> _Problem requirements_: Extract only the lines from the start of the entries below to the line with "position:relative; width:812px; height:963px;", inclusive; omit every picture.
** Opening Listed entries block **
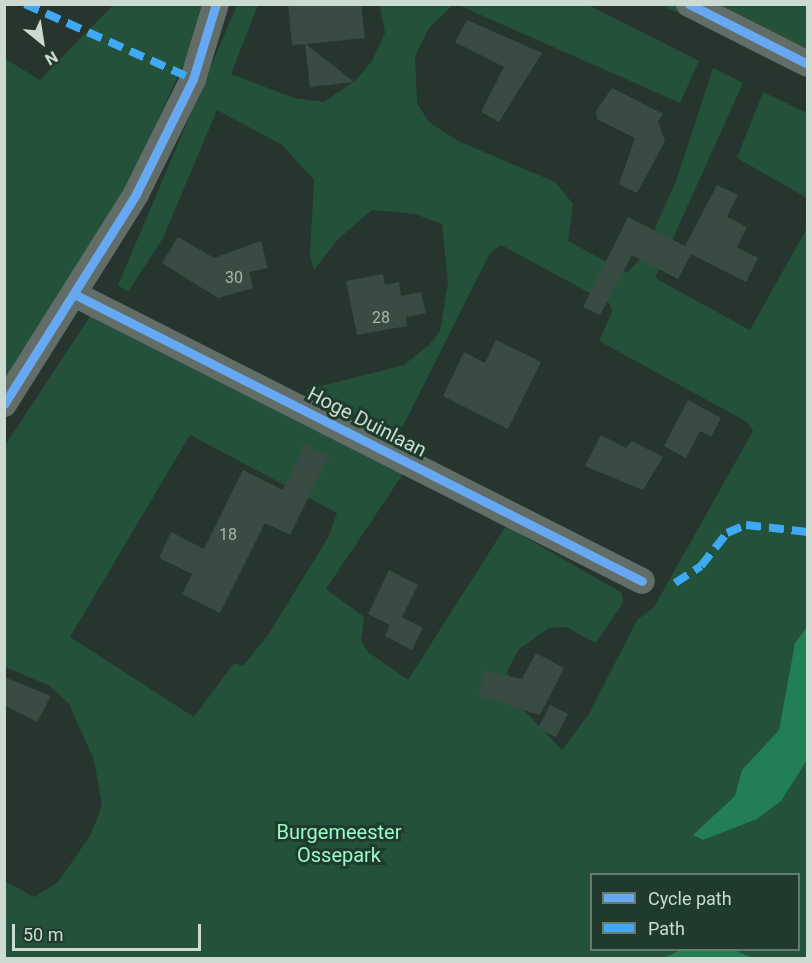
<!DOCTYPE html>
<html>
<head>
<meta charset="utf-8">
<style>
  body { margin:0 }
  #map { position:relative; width:812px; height:963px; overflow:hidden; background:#26352d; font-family:Roboto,sans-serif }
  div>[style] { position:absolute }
  .green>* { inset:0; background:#23513a }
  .water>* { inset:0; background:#217e55 }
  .building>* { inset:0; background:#384c43; transform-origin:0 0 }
  .minor>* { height:26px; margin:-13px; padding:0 13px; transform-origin:13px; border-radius:13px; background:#616d66 }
  .quiet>* { height:8px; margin-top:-4px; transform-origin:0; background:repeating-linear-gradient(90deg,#3fa9f5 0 15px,transparent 0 23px) }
  .cycleway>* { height:9px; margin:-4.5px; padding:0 4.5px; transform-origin:4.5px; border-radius:4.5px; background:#66a8f1 }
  span { translate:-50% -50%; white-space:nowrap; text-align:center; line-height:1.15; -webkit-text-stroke:6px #203b2d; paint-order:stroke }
  .number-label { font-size:16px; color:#a7b7ae }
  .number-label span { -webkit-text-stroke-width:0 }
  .street-label { font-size:20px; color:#ccdbd2 }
  .park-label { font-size:20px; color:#9bfac6 }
  .frame { position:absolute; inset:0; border:6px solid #ccdbd2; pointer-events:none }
  .legend { position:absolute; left:590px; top:873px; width:210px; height:78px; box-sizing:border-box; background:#203b2d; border:2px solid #657b6f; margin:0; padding:8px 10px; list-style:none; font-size:18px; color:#ccdbd2 }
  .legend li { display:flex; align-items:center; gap:12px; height:30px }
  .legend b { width:30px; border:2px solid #657b6f }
  .north { position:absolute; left:12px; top:12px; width:60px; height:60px; -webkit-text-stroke:4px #203b2d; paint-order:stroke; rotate:150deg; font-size:16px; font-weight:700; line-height:24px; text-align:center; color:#ccdbd2 }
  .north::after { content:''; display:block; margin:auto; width:21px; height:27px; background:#ccdbd2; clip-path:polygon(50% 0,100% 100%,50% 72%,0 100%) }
  .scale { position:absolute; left:12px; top:924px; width:189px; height:27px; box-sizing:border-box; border:3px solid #ccdbd2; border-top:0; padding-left:8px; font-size:18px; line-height:21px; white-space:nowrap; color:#ccdbd2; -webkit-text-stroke:4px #203b2d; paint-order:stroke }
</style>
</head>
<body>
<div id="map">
  <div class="green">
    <div style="clip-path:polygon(113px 5px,210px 5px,127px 188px,4px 380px,4px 58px,40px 80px)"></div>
    <div style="clip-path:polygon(evenodd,237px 5px,258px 5px,231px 74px,294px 98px,324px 102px,355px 81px,372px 61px,385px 33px,380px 5px,453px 5px,429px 28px,415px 56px,417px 103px,429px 122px,458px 141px,555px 182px,573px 204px,568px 241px,627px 273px,642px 257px,676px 181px,713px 68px,743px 83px,655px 278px,750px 330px,807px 228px,807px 958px,5px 958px,5px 881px,34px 897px,57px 883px,90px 836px,102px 806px,94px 760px,69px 704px,50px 686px,5px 667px,4px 447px,91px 315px,405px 471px,326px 589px,364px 617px,361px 640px,368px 652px,408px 680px,506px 526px,622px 593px,623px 603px,596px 643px,566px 627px,549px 628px,519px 649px,507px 672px,523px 709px,562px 750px,589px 714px,637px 620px,654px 607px,753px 431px,747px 422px,599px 341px,612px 312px,610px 304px,501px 245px,490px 253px,397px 438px,305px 390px,404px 365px,430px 344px,440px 331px,448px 283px,442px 224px,415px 214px,372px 210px,337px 240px,314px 270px,310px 255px,314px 180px,282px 145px,217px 110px,163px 238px,128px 292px,118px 285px,237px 5px,190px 435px,337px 513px,329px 536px,268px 635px,243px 666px,234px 663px,194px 717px,70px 637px,190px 435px,237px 5px,592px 874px,798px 874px,798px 950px,592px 950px,592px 874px)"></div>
    <div style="clip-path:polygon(458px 5px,588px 5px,699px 61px,680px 103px)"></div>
    <div style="clip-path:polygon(662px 5px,807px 5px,807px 76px,794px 72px)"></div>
    <div style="clip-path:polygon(763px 92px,807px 113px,807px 198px,737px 158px)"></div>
  </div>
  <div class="water">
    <div style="clip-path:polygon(807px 627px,807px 760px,781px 801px,757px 819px,703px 840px,693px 835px,735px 796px,742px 770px,779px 730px,795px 643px)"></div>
    <div style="clip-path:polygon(681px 950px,734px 950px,752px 958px,664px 958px)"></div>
  </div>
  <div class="building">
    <div style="clip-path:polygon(288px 4px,361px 4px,365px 38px,306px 44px,354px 82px,310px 87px,305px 44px,292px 45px)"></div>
    <div style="clip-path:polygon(467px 20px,542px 53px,499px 122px,481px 112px,504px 67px,455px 42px)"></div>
    <div style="clip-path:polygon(612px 88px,663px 114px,658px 122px,665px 141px,637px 193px,619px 184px,635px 138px,597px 119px,596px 111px)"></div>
    <div style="clip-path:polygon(717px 185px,738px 195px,727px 217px,747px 227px,737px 247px,758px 258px,746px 282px,691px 254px,678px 279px,632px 255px,600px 315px,583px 307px,628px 217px,685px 246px)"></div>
    <div style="clip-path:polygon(178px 237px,214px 258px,261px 241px,268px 268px,249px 272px,253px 288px,218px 298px,162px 263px)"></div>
    <div style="clip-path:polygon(383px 274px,385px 285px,399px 282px,401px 296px,421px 292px,426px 313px,406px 317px,407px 326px,357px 335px,346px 281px)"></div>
    <div style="clip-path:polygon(496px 340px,541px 362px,508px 429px,443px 396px,464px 352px,485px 363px)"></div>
    <div style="clip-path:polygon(688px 400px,721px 418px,711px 437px,700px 431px,686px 458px,664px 446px)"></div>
    <div style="clip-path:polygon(601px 435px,626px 448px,632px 441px,663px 457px,643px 490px,585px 466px)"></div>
    <div style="clip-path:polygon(305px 444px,329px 456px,290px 535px,265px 523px,220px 613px,182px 594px,192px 574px,159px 558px,171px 532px,204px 549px,243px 470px,283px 490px)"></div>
    <div style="clip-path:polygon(389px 570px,418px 585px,402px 617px,423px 628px,412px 650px,385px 636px,390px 625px,368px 614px)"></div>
    <div style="clip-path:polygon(536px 653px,564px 668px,540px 715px,478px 696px,484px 671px,522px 679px)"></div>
    <div style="clip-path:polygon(4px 677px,51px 696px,37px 722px,4px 705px)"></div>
    <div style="left:550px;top:705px;width:20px;height:26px;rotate:27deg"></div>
  </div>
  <div class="minor">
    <div style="left:689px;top:4px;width:133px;rotate:26.8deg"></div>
    <div style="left:76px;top:295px;width:634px;rotate:26.81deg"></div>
    <div style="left:4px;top:404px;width:248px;rotate:-57.8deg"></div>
    <div style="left:136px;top:194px;width:128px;rotate:-63.6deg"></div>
    <div style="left:193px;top:79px;width:78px;rotate:-73deg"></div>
  </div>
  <div class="quiet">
    <div style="left:25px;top:4px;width:184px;rotate:24.1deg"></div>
    <div style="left:675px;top:583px;width:31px;rotate:-33deg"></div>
    <div style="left:701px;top:566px;width:42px;rotate:-51.8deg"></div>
    <div style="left:727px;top:533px;width:21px;rotate:-23deg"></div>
    <div style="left:746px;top:525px;width:62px;rotate:6.4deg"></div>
  </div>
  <div class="cycleway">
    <div style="left:689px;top:4px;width:133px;rotate:26.8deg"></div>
    <div style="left:76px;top:295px;width:634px;rotate:26.81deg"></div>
    <div style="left:4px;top:404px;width:248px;rotate:-57.8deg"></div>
    <div style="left:136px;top:194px;width:128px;rotate:-63.6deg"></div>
    <div style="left:193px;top:79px;width:78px;rotate:-73deg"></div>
  </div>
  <div class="number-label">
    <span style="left:234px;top:278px">30</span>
    <span style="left:381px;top:318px">28</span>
    <span style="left:228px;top:535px">18</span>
  </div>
  <div class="street-label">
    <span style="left:367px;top:422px;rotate:27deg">Hoge Duinlaan</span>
  </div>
  <div class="park-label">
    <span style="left:339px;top:844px">Burgemeester<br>Ossepark</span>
  </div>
  <div class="frame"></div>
  <ul class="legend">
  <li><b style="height:8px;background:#66a8f1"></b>Cycle path</li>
  <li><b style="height:8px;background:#3fa9f5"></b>Path</li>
  </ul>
  <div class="north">N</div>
  <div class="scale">50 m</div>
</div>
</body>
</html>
** Closing Listed entries block **
> _Solution_:
<!DOCTYPE html>
<html>
<head>
<meta charset="utf-8">
<style>
  body { margin:0 }
  #map { position:relative; width:812px; height:963px; overflow:hidden; background:#26352d; font-family:Roboto,sans-serif }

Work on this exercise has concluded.